Extracted records ::
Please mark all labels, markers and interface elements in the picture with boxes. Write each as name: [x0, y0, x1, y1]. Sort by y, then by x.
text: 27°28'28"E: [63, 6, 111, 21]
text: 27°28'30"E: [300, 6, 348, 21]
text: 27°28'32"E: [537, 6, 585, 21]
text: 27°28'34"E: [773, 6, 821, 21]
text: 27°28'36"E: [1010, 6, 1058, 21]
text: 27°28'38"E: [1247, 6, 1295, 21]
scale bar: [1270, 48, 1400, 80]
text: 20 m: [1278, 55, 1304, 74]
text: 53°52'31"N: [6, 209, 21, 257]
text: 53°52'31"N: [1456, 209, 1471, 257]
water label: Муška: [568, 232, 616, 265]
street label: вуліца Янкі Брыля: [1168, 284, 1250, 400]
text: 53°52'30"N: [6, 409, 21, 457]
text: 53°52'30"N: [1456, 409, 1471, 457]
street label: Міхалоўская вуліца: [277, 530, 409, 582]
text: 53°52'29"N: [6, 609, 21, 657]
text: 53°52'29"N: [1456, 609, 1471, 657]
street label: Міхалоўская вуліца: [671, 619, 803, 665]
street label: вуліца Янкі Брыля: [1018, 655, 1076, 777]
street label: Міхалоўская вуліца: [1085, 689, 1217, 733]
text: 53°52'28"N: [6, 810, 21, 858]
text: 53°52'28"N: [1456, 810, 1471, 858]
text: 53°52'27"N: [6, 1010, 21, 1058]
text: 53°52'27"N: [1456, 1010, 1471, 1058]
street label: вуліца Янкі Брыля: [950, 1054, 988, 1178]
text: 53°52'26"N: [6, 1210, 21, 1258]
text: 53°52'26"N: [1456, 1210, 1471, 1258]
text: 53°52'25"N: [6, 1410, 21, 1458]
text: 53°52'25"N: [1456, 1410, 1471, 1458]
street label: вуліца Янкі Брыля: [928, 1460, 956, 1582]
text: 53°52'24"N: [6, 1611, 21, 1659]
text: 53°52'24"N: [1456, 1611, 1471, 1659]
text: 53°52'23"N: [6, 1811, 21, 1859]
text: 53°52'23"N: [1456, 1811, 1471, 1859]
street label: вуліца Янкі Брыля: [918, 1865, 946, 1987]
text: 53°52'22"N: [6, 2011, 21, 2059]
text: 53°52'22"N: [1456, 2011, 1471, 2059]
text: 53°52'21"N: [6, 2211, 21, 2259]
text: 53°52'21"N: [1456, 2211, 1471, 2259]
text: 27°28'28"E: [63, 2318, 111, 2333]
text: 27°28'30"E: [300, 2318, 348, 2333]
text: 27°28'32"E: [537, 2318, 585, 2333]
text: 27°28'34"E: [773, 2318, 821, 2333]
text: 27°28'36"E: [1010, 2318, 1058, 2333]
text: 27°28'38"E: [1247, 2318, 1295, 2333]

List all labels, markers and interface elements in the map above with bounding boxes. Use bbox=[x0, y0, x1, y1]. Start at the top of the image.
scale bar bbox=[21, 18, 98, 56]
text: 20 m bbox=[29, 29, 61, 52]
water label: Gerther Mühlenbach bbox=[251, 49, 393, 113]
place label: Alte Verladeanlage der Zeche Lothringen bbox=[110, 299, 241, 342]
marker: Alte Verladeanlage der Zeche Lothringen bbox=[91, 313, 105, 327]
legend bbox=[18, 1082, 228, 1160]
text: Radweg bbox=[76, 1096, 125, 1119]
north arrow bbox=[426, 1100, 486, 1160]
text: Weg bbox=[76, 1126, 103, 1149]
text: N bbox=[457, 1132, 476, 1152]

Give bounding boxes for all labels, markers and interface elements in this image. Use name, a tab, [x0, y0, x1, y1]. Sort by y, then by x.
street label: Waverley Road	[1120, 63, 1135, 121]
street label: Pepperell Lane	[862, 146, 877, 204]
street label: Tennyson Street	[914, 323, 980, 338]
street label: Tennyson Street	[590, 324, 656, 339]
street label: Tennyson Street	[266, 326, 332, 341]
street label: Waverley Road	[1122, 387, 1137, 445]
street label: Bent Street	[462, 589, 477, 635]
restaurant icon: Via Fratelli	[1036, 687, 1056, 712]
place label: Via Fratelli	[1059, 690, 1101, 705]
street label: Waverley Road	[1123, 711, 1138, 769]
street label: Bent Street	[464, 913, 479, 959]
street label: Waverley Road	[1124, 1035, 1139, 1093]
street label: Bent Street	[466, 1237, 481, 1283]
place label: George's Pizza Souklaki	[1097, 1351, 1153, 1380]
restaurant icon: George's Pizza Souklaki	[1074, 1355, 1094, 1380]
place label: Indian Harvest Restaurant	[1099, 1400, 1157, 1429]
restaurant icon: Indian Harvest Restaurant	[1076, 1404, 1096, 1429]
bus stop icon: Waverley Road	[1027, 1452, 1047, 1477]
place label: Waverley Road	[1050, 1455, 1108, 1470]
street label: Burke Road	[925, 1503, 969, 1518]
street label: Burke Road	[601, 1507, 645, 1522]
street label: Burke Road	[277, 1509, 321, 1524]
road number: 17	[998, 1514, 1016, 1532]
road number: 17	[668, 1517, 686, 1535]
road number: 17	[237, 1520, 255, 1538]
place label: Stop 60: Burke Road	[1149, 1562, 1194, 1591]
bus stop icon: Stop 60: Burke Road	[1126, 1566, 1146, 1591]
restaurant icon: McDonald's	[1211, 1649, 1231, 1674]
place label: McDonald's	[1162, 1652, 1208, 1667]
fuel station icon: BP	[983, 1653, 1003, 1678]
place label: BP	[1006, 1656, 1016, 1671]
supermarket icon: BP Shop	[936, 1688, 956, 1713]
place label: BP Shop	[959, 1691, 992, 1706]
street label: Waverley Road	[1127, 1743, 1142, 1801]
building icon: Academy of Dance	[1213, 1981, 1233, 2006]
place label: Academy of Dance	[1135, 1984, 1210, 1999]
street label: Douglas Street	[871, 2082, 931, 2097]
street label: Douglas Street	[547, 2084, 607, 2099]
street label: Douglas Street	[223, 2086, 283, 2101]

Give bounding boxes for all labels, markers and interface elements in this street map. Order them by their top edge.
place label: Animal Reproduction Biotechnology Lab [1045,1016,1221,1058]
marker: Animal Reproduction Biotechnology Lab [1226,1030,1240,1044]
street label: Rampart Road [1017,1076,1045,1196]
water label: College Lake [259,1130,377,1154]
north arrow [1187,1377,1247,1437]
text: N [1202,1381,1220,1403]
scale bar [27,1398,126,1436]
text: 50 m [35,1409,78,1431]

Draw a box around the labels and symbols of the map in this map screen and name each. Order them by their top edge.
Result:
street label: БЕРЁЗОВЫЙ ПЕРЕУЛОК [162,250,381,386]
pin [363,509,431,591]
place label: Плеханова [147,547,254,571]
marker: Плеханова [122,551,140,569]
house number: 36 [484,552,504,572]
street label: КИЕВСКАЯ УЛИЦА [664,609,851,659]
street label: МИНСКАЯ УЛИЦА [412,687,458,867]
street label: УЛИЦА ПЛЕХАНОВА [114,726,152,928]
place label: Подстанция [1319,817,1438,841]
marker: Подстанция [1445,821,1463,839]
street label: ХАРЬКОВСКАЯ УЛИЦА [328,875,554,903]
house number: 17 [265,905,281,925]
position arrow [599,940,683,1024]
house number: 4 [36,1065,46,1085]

To do ::
Whenever a line in the data above contains the word "Dance", include it in the tally, and report only the final number.

Answer space ::
2